RECORDS FOR THIS TASK:
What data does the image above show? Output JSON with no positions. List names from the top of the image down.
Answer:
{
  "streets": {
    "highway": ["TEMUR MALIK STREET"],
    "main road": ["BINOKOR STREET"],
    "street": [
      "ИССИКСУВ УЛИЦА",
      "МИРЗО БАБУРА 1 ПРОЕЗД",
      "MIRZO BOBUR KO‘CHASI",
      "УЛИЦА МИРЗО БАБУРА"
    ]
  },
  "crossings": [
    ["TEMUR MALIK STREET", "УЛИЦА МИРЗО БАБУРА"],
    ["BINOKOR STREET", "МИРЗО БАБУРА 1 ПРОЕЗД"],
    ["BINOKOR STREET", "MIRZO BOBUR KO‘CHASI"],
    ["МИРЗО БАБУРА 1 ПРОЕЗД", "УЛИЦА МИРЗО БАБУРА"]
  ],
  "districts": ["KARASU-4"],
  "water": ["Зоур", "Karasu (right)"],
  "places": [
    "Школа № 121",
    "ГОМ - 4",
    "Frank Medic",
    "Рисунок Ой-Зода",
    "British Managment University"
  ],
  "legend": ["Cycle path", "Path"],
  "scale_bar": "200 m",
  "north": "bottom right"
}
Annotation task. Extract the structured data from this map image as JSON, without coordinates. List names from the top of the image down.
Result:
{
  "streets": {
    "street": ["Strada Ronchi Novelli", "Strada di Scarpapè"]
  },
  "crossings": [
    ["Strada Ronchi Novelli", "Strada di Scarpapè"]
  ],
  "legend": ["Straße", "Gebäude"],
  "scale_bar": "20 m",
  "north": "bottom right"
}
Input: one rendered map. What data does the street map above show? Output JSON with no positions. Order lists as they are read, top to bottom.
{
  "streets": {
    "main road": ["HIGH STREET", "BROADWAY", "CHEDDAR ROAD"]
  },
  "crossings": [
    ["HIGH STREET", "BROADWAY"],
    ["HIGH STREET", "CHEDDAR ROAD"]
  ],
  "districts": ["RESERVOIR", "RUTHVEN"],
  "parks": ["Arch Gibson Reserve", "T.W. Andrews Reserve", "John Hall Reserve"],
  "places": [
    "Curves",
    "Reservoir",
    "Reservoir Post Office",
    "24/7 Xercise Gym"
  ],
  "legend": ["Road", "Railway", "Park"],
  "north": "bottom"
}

WORK REQUEST: The entries shown above must be reproduced in full, exactly as written.

ANSWER TO THE PROBLEM:
What data does the image above show? Output JSON with no positions. List names from the top of the image down.
Answer:
{
  "streets": {
    "highway": ["TEMUR MALIK STREET"],
    "main road": ["BINOKOR STREET"],
    "street": [
      "ИССИКСУВ УЛИЦА",
      "МИРЗО БАБУРА 1 ПРОЕЗД",
      "MIRZO BOBUR KO‘CHASI",
      "УЛИЦА МИРЗО БАБУРА"
    ]
  },
  "crossings": [
    ["TEMUR MALIK STREET", "УЛИЦА МИРЗО БАБУРА"],
    ["BINOKOR STREET", "МИРЗО БАБУРА 1 ПРОЕЗД"],
    ["BINOKOR STREET", "MIRZO BOBUR KO‘CHASI"],
    ["МИРЗО БАБУРА 1 ПРОЕЗД", "УЛИЦА МИРЗО БАБУРА"]
  ],
  "districts": ["KARASU-4"],
  "water": ["Зоур", "Karasu (right)"],
  "places": [
    "Школа № 121",
    "ГОМ - 4",
    "Frank Medic",
    "Рисунок Ой-Зода",
    "British Managment University"
  ],
  "legend": ["Cycle path", "Path"],
  "scale_bar": "200 m",
  "north": "bottom right"
}
Annotation task. Extract the structured data from this map image as JSON, without coordinates. List names from the top of the image down.
Result:
{
  "streets": {
    "street": ["Strada Ronchi Novelli", "Strada di Scarpapè"]
  },
  "crossings": [
    ["Strada Ronchi Novelli", "Strada di Scarpapè"]
  ],
  "legend": ["Straße", "Gebäude"],
  "scale_bar": "20 m",
  "north": "bottom right"
}
Input: one rendered map. What data does the street map above show? Output JSON with no positions. Order lists as they are read, top to bottom.
{
  "streets": {
    "main road": ["HIGH STREET", "BROADWAY", "CHEDDAR ROAD"]
  },
  "crossings": [
    ["HIGH STREET", "BROADWAY"],
    ["HIGH STREET", "CHEDDAR ROAD"]
  ],
  "districts": ["RESERVOIR", "RUTHVEN"],
  "parks": ["Arch Gibson Reserve", "T.W. Andrews Reserve", "John Hall Reserve"],
  "places": [
    "Curves",
    "Reservoir",
    "Reservoir Post Office",
    "24/7 Xercise Gym"
  ],
  "legend": ["Road", "Railway", "Park"],
  "north": "bottom"
}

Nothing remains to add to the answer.